Exercise directions.
In the copy, keep every word of the data below and none of its pictures.

Segment Start: Extracted entries

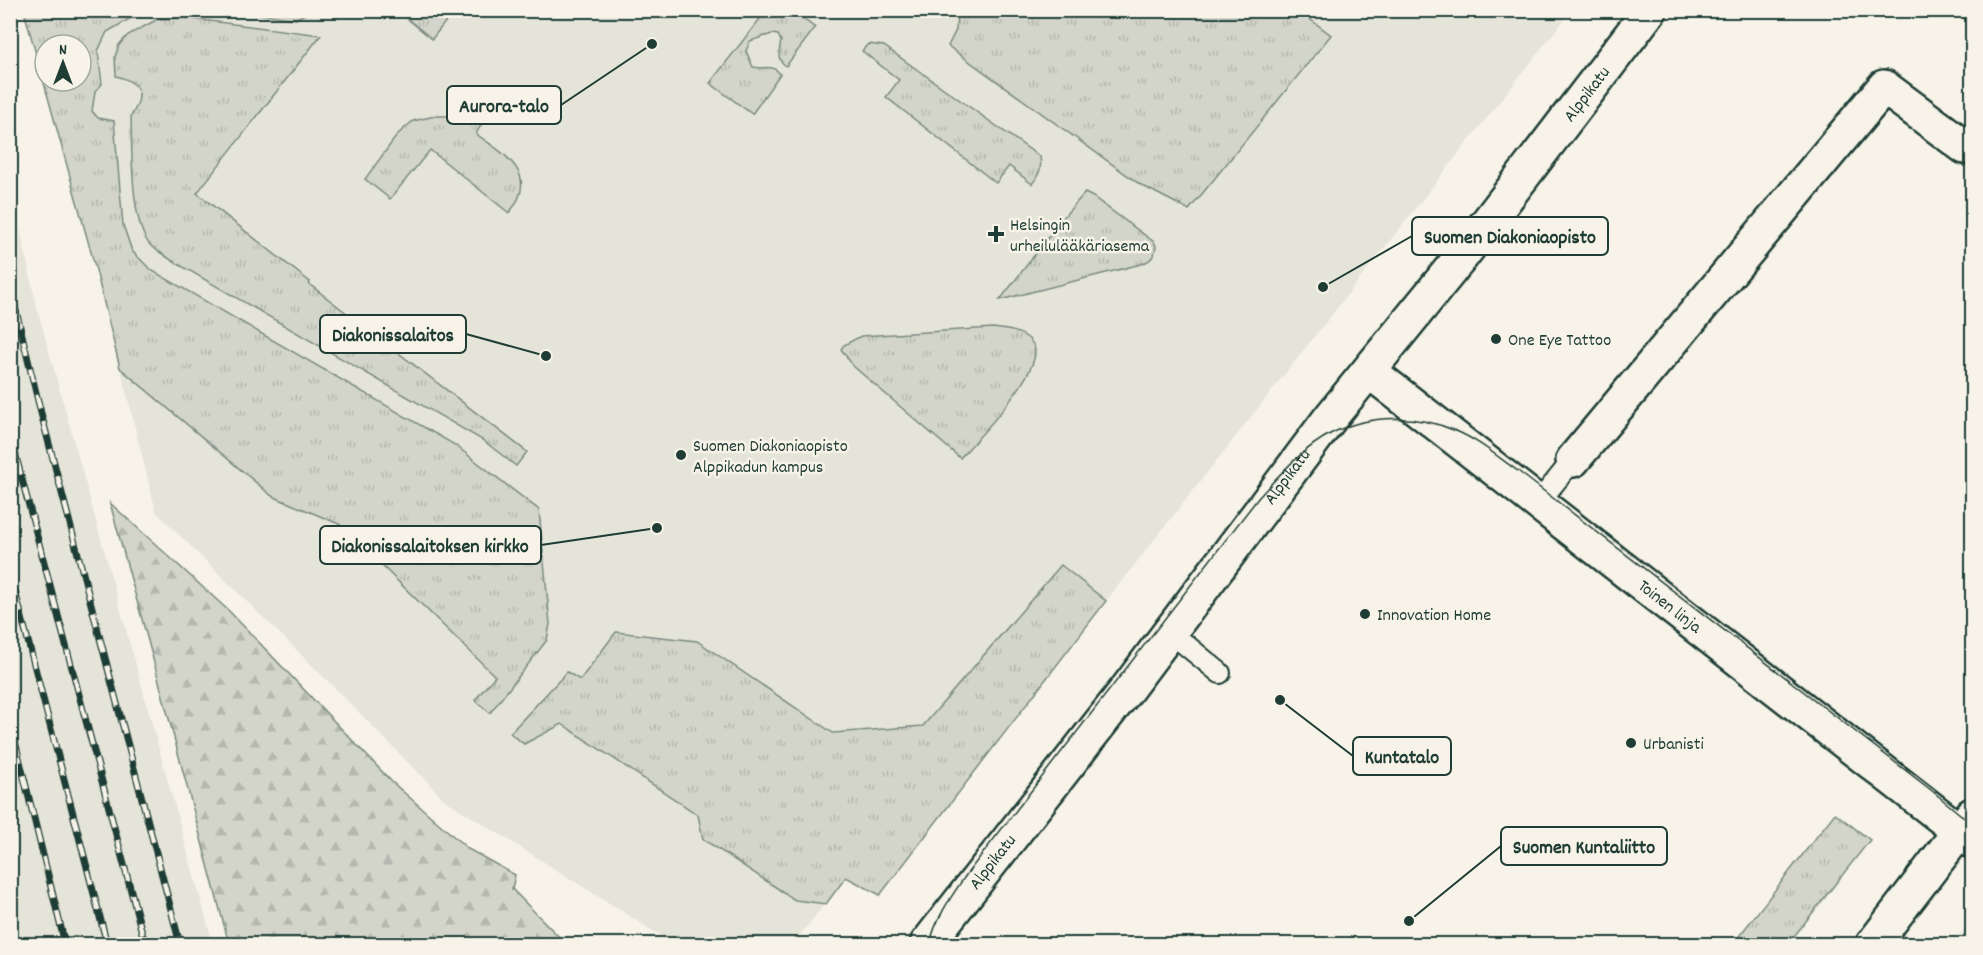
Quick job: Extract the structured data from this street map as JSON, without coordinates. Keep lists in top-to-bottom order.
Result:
{
  "streets": {
    "street": ["Alppikatu", "Toinen linja"]
  },
  "crossings": [
    ["Alppikatu", "Toinen linja"]
  ],
  "places": {
    "other": [
      "Aurora-talo",
      "Suomen Diakoniaopisto",
      "One Eye Tattoo",
      "Diakonissalaitos",
      "Suomen Diakoniaopisto Alppikadun kampus",
      "Diakonissalaitoksen kirkko",
      "Innovation Home",
      "Kuntatalo",
      "Urbanisti",
      "Suomen Kuntaliitto"
    ],
    "health": ["Helsingin urheilulääkäriasema"]
  },
  "north": "top"
}
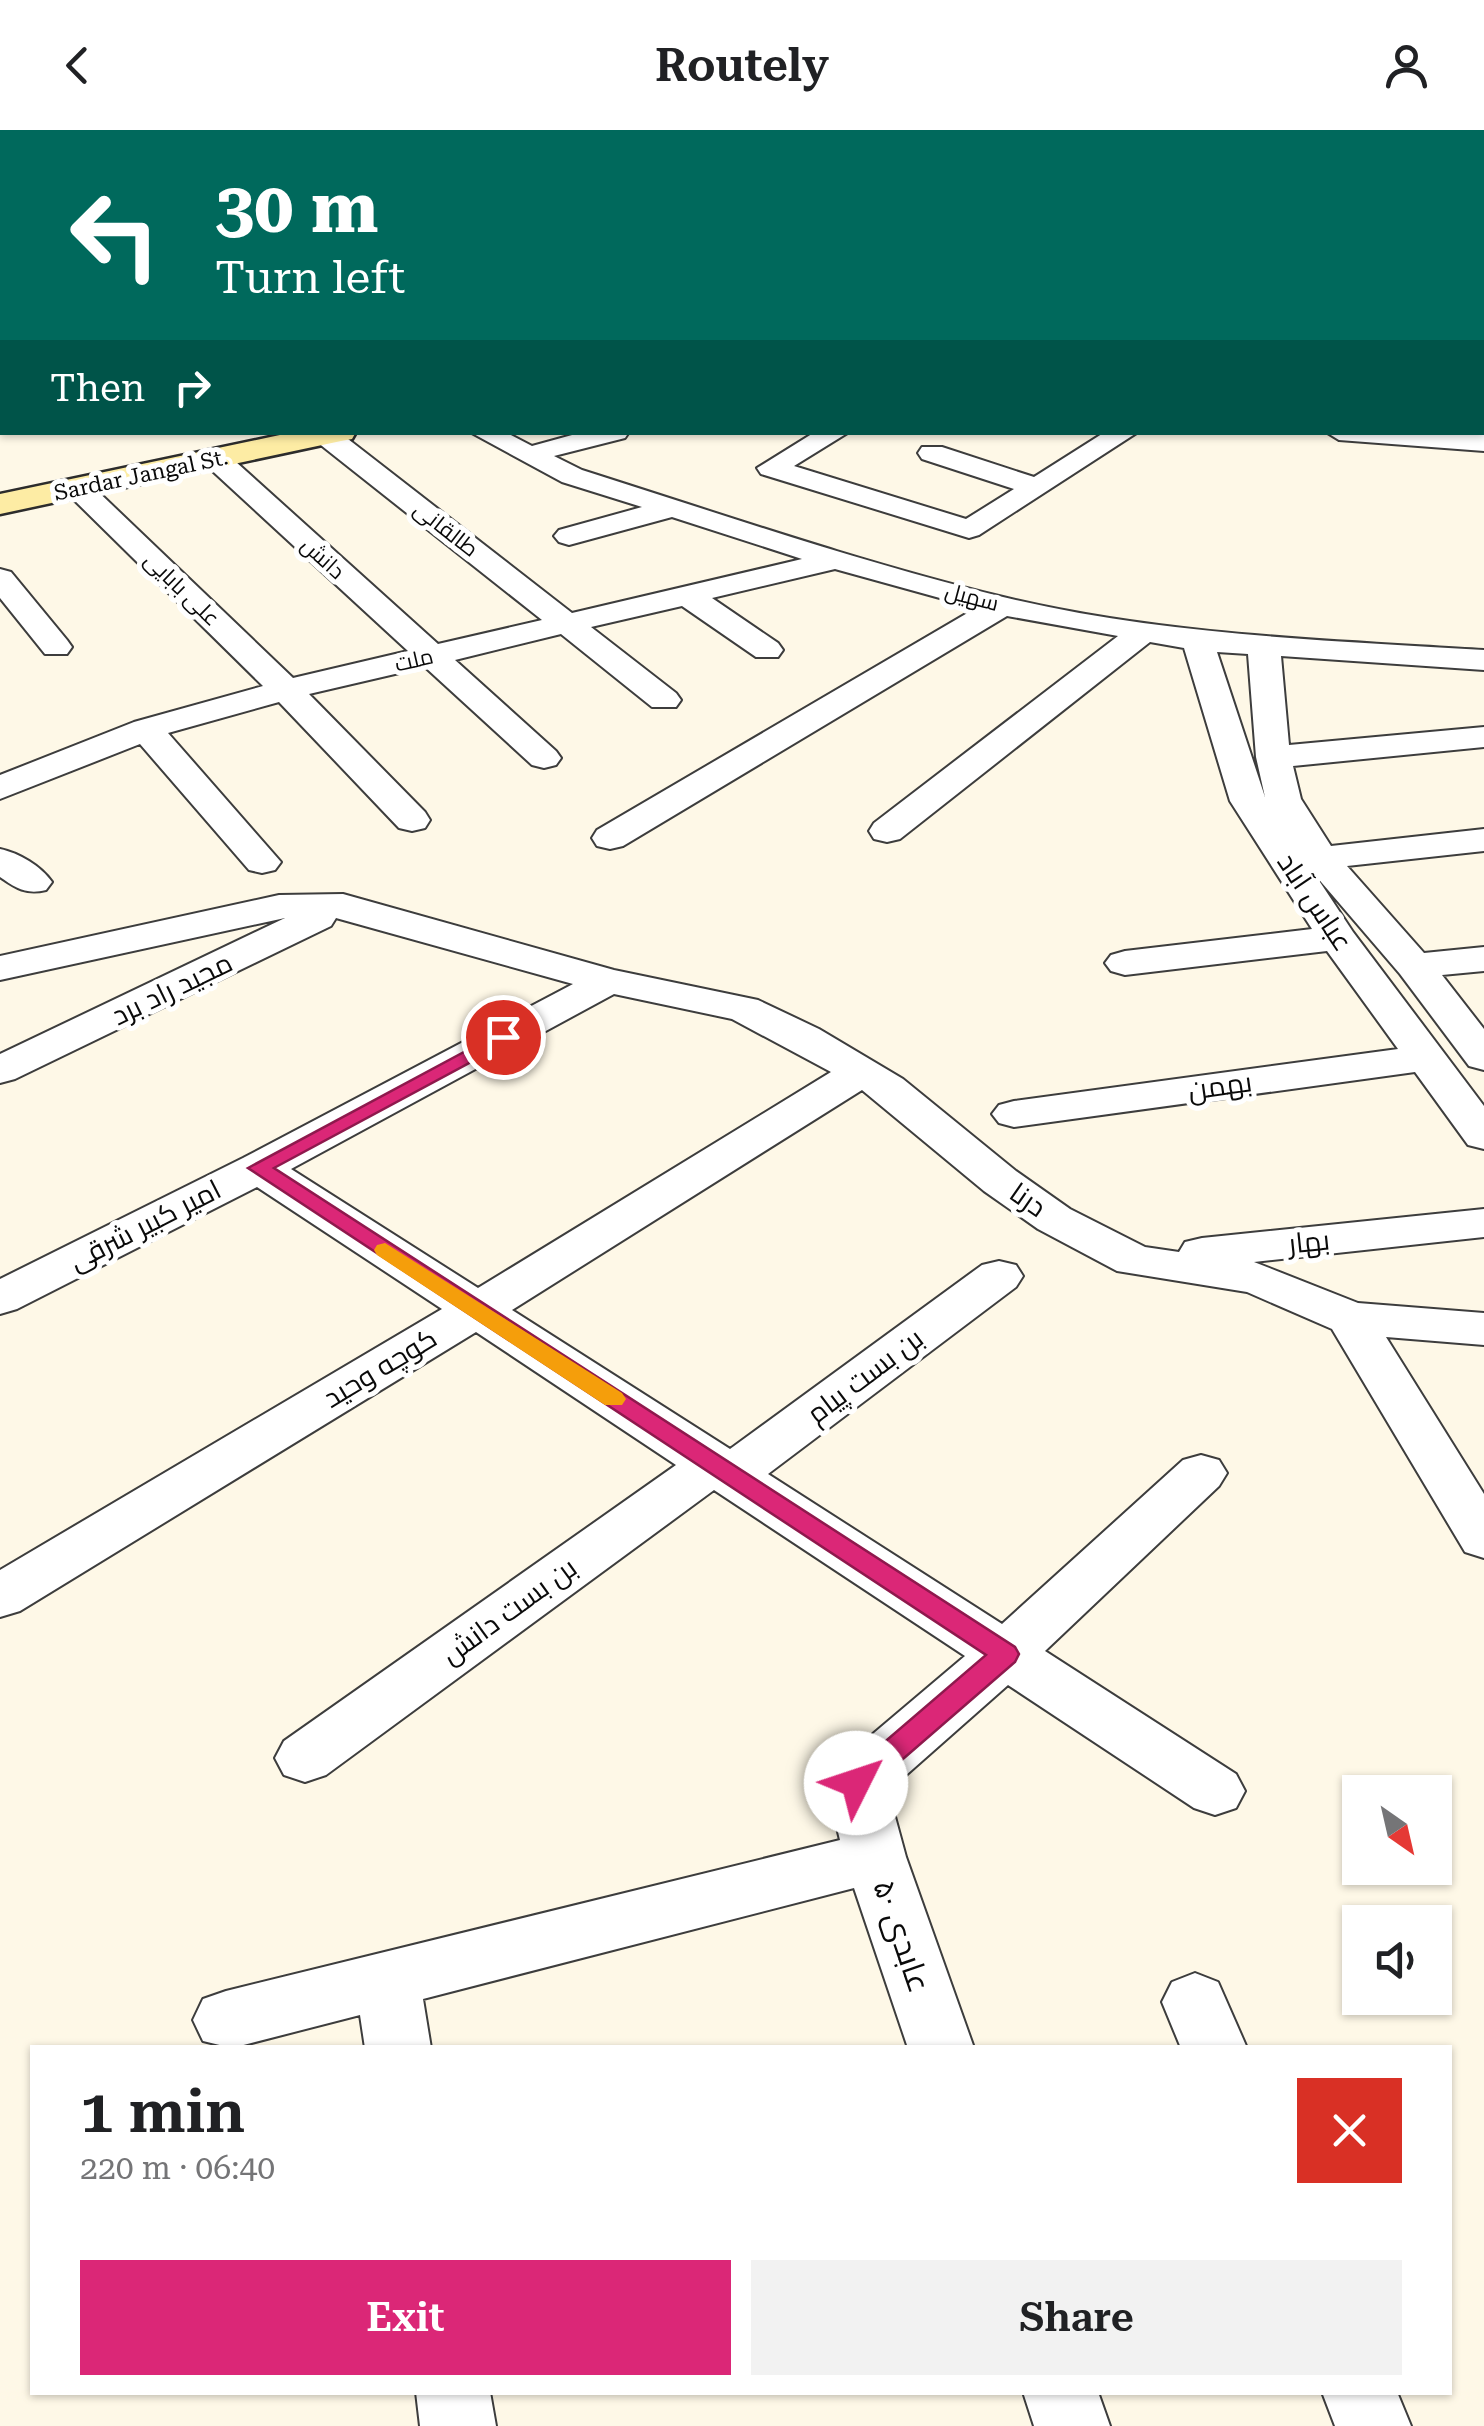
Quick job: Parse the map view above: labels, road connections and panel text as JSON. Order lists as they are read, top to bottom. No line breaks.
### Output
{"streets":{"main road":["Sardar Jangal St."],"street":["طالقانی","دانش","علی بابایی","سهیل","ملت","عباس آباد","مجید راد برد","بهمن","درنا","امیر کبیر شرقی","بهار","کوچه وحید","بن بست پیام","بن بست دانش","عابدی ۵۰"]},"crossings":[["Sardar Jangal St.","دانش"],["Sardar Jangal St.","علی بابایی"],["طالقانی","ملت"],["دانش","ملت"],["علی بابایی","ملت"],["سهیل","ملت"],["سهیل","عباس آباد"],["عباس آباد","بهمن"],["مجید راد برد","درنا"],["درنا","امیر کبیر شرقی"],["درنا","بهار"],["درنا","کوچه وحید"],["بن بست پیام","بن بست دانش"]],"north":"bottom right","page":{"header":"Routely","turn":["30 m","Turn left"],"then":"Then","heading":["1 min","220 m · 06:40"],"buttons":["Exit","Share"]}}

Segment End: Extracted entries

Result of this exercise.
Quick job: Extract the structured data from this street map as JSON, without coordinates. Keep lists in top-to-bottom order.
Result:
{
  "streets": {
    "street": ["Alppikatu", "Toinen linja"]
  },
  "crossings": [
    ["Alppikatu", "Toinen linja"]
  ],
  "places": {
    "other": [
      "Aurora-talo",
      "Suomen Diakoniaopisto",
      "One Eye Tattoo",
      "Diakonissalaitos",
      "Suomen Diakoniaopisto Alppikadun kampus",
      "Diakonissalaitoksen kirkko",
      "Innovation Home",
      "Kuntatalo",
      "Urbanisti",
      "Suomen Kuntaliitto"
    ],
    "health": ["Helsingin urheilulääkäriasema"]
  },
  "north": "top"
}
Quick job: Parse the map view above: labels, road connections and panel text as JSON. Order lists as they are read, top to bottom. No line breaks.
### Output
{"streets":{"main road":["Sardar Jangal St."],"street":["طالقانی","دانش","علی بابایی","سهیل","ملت","عباس آباد","مجید راد برد","بهمن","درنا","امیر کبیر شرقی","بهار","کوچه وحید","بن بست پیام","بن بست دانش","عابدی ۵۰"]},"crossings":[["Sardar Jangal St.","دانش"],["Sardar Jangal St.","علی بابایی"],["طالقانی","ملت"],["دانش","ملت"],["علی بابایی","ملت"],["سهیل","ملت"],["سهیل","عباس آباد"],["عباس آباد","بهمن"],["مجید راد برد","درنا"],["درنا","امیر کبیر شرقی"],["درنا","بهار"],["درنا","کوچه وحید"],["بن بست پیام","بن بست دانش"]],"north":"bottom right","page":{"header":"Routely","turn":["30 m","Turn left"],"then":"Then","heading":["1 min","220 m · 06:40"],"buttons":["Exit","Share"]}}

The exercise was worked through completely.